What is expected ▸
Take from the records below each line that holds "TOPÁZIO".
'''
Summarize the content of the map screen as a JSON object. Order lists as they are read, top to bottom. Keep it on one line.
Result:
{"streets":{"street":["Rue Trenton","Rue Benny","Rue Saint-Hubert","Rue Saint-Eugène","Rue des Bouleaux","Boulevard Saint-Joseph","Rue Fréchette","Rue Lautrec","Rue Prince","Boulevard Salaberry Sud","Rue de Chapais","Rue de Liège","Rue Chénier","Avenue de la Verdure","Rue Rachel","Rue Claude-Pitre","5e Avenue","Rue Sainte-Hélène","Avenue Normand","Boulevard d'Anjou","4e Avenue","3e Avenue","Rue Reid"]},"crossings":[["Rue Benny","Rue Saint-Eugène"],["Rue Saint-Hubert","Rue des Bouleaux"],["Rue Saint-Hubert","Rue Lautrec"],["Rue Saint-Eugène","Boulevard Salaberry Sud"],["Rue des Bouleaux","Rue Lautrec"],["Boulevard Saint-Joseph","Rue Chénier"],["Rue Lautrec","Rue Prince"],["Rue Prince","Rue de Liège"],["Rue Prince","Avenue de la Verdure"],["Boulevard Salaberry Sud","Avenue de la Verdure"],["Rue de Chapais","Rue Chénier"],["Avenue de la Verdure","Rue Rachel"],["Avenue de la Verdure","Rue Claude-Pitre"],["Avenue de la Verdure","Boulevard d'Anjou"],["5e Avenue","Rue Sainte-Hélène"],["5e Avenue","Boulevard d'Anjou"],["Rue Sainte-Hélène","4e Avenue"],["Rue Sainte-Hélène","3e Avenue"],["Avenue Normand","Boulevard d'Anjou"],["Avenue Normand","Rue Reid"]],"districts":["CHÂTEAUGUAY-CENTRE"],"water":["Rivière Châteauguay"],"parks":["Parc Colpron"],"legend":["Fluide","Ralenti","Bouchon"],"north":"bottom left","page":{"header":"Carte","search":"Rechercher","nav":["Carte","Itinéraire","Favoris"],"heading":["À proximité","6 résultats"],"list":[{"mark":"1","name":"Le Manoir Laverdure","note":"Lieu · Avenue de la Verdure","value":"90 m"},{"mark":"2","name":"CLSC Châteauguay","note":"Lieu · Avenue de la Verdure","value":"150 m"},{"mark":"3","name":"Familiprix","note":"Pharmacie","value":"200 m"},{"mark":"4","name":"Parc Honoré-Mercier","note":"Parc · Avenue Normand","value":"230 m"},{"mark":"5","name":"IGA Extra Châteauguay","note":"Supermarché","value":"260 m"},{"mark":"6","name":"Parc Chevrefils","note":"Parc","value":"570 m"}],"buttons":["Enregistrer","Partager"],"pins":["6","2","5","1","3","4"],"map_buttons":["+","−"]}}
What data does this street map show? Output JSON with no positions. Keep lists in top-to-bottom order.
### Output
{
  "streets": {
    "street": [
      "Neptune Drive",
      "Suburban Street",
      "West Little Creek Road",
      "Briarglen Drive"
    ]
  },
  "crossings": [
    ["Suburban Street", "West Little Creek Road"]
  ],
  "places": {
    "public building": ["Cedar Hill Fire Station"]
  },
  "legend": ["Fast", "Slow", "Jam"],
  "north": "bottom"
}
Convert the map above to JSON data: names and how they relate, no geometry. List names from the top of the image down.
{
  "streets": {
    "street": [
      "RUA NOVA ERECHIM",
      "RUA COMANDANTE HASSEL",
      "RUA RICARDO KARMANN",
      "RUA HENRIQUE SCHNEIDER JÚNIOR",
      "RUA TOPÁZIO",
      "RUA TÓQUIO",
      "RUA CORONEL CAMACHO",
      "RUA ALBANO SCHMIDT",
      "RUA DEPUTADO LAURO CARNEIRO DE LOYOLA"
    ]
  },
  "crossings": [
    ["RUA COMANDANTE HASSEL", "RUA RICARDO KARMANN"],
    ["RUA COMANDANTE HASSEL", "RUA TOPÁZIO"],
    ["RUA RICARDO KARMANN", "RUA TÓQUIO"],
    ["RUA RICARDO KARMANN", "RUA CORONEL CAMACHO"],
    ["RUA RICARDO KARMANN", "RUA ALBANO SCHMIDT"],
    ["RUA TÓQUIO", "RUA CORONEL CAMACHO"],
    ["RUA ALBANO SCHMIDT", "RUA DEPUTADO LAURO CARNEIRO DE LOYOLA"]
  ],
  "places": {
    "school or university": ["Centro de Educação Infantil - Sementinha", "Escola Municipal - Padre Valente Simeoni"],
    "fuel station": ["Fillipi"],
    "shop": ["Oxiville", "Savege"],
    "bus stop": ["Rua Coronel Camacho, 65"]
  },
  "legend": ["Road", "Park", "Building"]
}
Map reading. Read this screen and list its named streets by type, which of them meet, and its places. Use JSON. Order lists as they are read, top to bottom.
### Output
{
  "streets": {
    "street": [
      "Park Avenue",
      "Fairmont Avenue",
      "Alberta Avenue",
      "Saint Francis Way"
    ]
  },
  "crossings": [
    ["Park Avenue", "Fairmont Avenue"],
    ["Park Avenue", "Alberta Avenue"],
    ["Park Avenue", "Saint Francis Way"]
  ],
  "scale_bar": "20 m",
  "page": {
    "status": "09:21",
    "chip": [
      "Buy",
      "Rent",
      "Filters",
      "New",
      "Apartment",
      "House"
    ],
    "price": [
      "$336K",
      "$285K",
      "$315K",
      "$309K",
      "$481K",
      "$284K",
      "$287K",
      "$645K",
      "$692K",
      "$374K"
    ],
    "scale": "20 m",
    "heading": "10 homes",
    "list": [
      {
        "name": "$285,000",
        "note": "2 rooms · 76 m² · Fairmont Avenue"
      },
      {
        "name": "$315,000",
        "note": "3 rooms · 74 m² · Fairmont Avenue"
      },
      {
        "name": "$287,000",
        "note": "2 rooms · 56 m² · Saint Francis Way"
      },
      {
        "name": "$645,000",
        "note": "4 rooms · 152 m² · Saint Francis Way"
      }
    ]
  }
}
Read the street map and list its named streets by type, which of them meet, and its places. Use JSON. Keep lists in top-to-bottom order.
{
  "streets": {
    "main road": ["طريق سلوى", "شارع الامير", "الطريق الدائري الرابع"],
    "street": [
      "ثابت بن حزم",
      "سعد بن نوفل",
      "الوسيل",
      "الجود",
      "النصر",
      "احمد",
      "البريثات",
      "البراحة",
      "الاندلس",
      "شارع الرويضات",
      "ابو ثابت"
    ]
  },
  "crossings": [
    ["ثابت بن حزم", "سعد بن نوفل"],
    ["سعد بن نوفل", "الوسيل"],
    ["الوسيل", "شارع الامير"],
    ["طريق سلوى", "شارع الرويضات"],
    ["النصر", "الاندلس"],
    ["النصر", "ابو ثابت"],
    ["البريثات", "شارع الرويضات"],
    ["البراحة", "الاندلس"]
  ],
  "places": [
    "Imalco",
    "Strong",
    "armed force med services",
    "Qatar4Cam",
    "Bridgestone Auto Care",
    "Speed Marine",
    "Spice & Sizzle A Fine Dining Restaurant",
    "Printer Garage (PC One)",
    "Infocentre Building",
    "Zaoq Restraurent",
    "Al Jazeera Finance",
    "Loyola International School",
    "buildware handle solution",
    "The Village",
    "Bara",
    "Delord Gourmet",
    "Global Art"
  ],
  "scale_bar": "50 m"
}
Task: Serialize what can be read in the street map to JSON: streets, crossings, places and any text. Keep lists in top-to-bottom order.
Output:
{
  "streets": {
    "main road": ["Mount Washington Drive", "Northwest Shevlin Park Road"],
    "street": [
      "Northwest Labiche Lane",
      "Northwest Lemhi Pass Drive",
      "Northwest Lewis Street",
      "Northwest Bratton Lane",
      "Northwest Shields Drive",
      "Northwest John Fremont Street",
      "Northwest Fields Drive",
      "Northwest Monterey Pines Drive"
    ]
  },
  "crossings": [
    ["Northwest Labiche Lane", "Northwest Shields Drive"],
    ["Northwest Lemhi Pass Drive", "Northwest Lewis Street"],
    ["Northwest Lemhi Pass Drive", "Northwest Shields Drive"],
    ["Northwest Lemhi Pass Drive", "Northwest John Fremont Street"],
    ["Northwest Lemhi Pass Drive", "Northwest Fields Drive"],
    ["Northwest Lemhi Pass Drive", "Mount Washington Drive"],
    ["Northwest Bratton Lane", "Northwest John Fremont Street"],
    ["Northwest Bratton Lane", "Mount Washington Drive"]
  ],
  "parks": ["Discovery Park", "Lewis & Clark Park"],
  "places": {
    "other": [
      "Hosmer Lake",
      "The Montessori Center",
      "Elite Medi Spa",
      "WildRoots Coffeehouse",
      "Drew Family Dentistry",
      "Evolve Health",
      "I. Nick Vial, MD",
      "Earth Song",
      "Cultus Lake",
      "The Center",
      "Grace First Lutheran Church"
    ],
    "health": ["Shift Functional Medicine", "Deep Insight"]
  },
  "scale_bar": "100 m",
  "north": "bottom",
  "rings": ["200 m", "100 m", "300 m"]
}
'''
Your solution ▸
      "RUA TOPÁZIO",
    ["RUA COMANDANTE HASSEL", "RUA TOPÁZIO"],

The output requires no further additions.